Running Plan

Last week, I think I reached my goal of running further than I drove in a given week. I can’t categorically prove it; I didn’t track how far it took to drive to and from the grocery store. But I can’t believe that it was more than four kilometres. But let’s look at the facts. I drove approximately 20km, because I barely left my condo. I ran approximately 23.5km. This doesn’t feel like a victory. I didn’t do much of either. Victory is mine, but it is a bitter taste.
So, today I’m going to run 50km. Well, that is the plan. I wanted to do that three weeks ago when I got my ankle injury. It might be better if I let my ankle heal a bit more, but I’m three weeks behind schedule and I need to be Death Race ready.

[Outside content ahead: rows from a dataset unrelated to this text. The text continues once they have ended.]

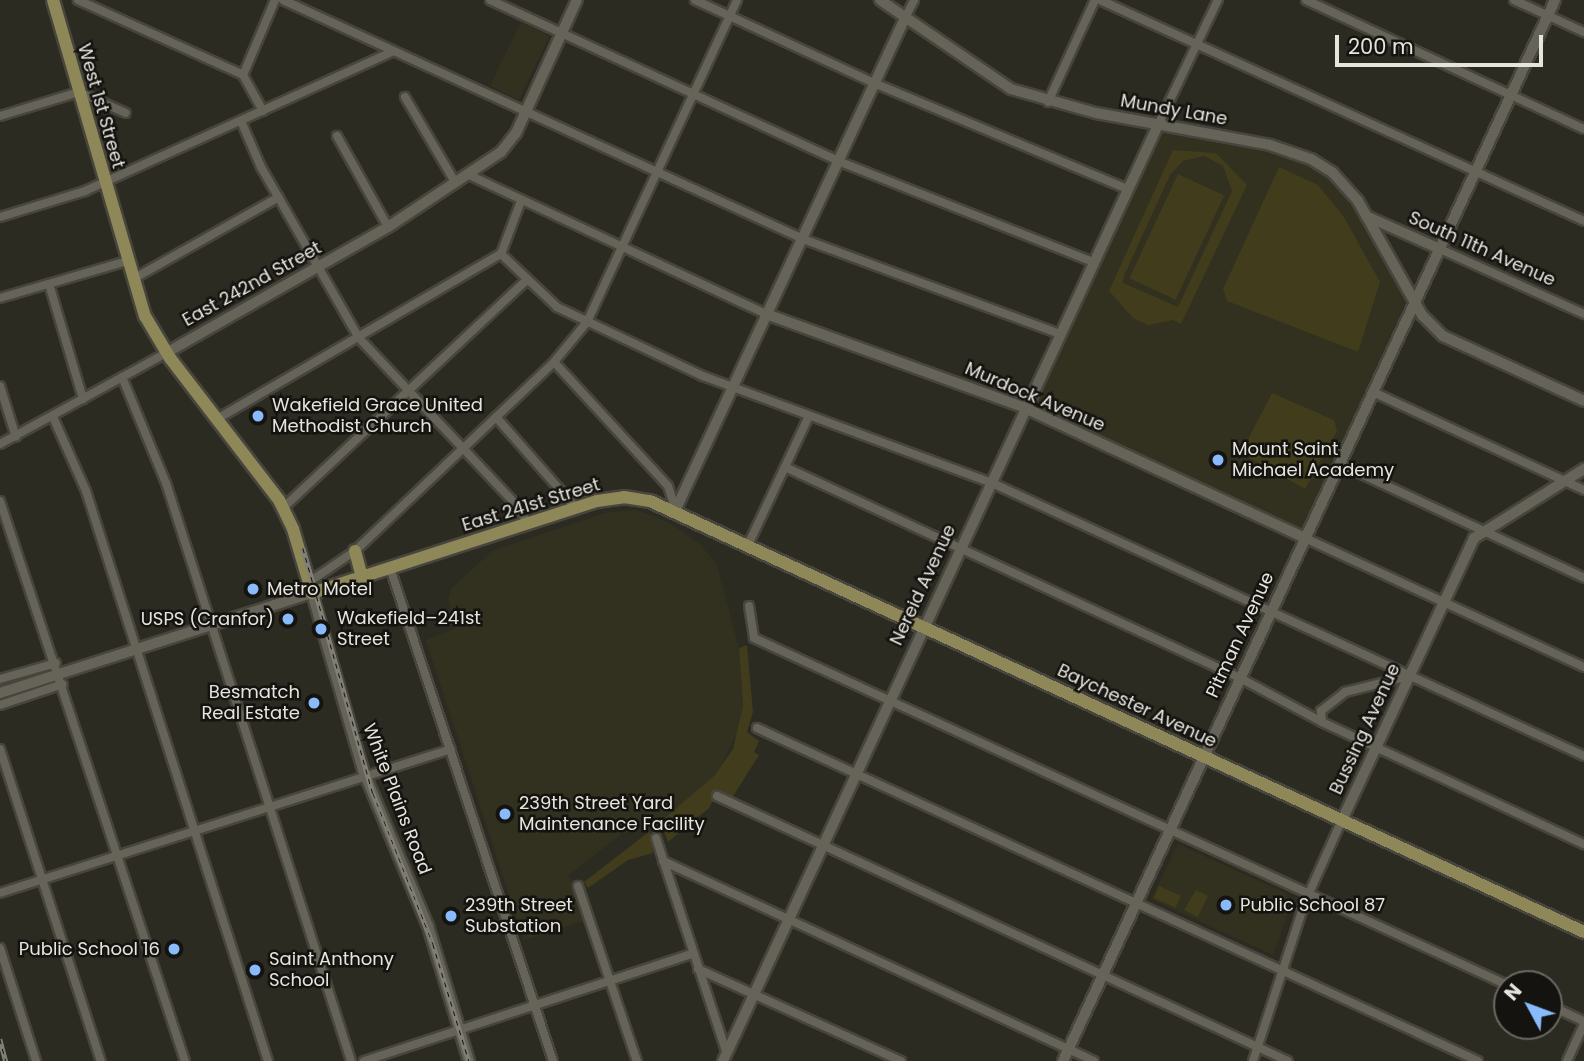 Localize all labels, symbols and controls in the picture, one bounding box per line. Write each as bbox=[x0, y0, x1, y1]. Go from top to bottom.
scale bar bbox=[1339, 21, 1547, 65]
text: 200 m bbox=[1348, 32, 1414, 61]
street label: West 1st Street bbox=[73, 41, 129, 171]
street label: Mundy Lane bbox=[1119, 90, 1229, 130]
street label: South 11th Avenue bbox=[1405, 207, 1559, 291]
street label: East 242nd Street bbox=[179, 237, 325, 331]
street label: Murdock Avenue bbox=[962, 358, 1108, 436]
place label: Wakefield Grace United Methodist Church bbox=[272, 395, 483, 438]
marker: Wakefield Grace United Methodist Church bbox=[250, 408, 266, 424]
place label: Mount Saint Michael Academy bbox=[1232, 439, 1394, 482]
marker: Mount Saint Michael Academy bbox=[1210, 452, 1226, 468]
street label: East 241st Street bbox=[459, 474, 603, 536]
street label: Nereid Avenue bbox=[886, 521, 960, 649]
street label: Pitman Avenue bbox=[1201, 569, 1279, 701]
place label: Metro Motel bbox=[267, 578, 372, 600]
marker: Metro Motel bbox=[245, 581, 261, 597]
place label: USPS (Cranfor) bbox=[141, 608, 274, 630]
place label: Wakefield–241st Street bbox=[337, 608, 481, 650]
marker: USPS (Cranfor) bbox=[280, 611, 296, 627]
marker: Wakefield–241st Street bbox=[311, 619, 331, 639]
street label: Baychester Avenue bbox=[1054, 660, 1220, 752]
street label: Bussing Avenue bbox=[1325, 660, 1405, 798]
place label: Besmatch Real Estate bbox=[201, 682, 300, 724]
marker: Besmatch Real Estate bbox=[306, 695, 322, 711]
street label: White Plains Road bbox=[358, 720, 436, 878]
place label: 239th Street Yard Maintenance Facility bbox=[519, 793, 705, 836]
marker: 239th Street Yard Maintenance Facility bbox=[497, 806, 513, 822]
place label: Public School 87 bbox=[1240, 894, 1385, 916]
place label: 239th Street Substation bbox=[465, 895, 573, 937]
marker: Public School 87 bbox=[1218, 897, 1234, 913]
marker: 239th Street Substation bbox=[443, 908, 459, 924]
place label: Public School 16 bbox=[19, 938, 160, 960]
marker: Public School 16 bbox=[166, 941, 182, 957]
place label: Saint Anthony School bbox=[269, 949, 394, 992]
marker: Saint Anthony School bbox=[247, 962, 263, 978]
north arrow bbox=[1493, 970, 1563, 1040]
text: N bbox=[1498, 978, 1528, 1006]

My plan is to go down Millcreek ravine, cross the river, head towards River Valley Road, cross into Hawrelak Park, continue on past Fort Edmonton Park, Terwillegar Park, and then across the Anthony Henday Bridge. Then up to Cameron Heights, and follow the suburbs on the north side of the river until Laurier park and then back to Hawrelak park. At that point I’ll play it by ear to get up to the 50km. I’m going to have to avoid some of the steep or narrow trails that I want to do so I don’t risk my ankle. Plus Edmonton is rather wet, so let’s stick to pavement as much as possible.

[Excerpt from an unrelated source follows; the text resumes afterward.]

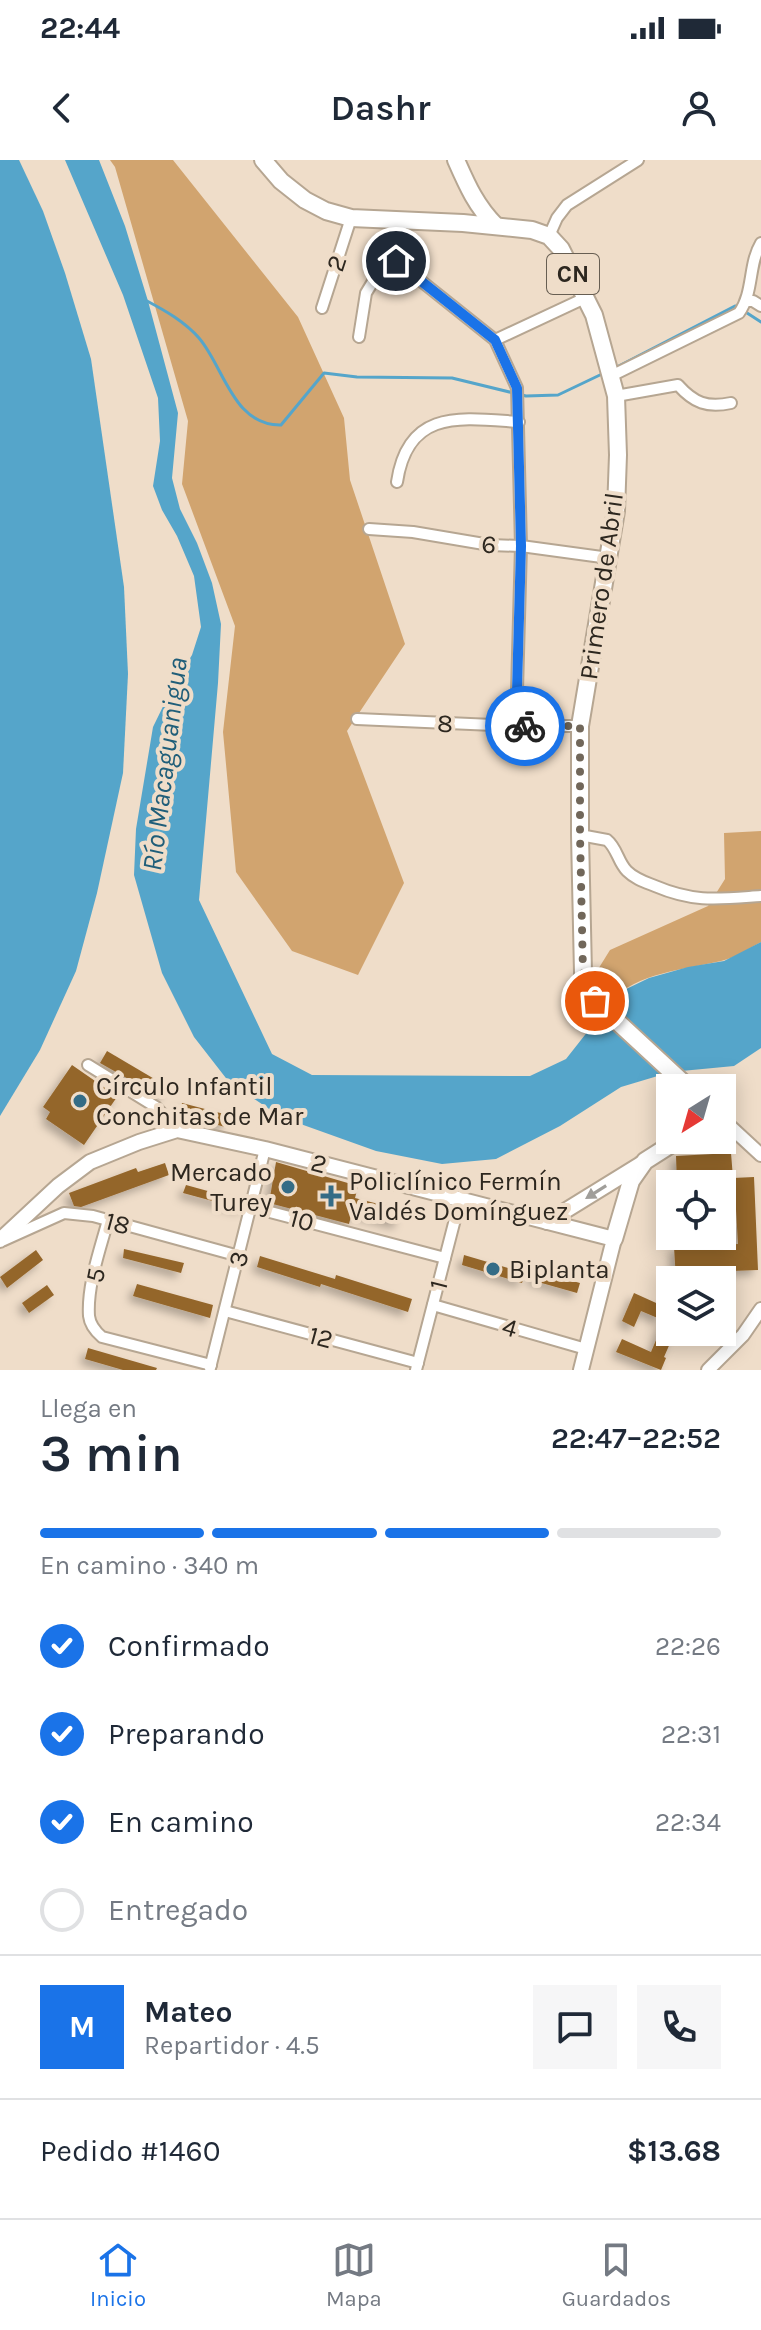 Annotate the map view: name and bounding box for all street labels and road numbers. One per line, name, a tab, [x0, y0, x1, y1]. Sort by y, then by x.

If all goes well, I’ll be back well before four o’clock and I’ll post that I’m home.

The Seattle situation

I nearly moved to Seattle. I suppose it still might happen, but not today.
I had been putting my resume out on job boards and, out of the blue, I got phoned by a contracting firm. They had a position in Seattle for a major company that they thought I was a good fit for. I didn’t think much of it, until a week later they wanted me to come down for an interview.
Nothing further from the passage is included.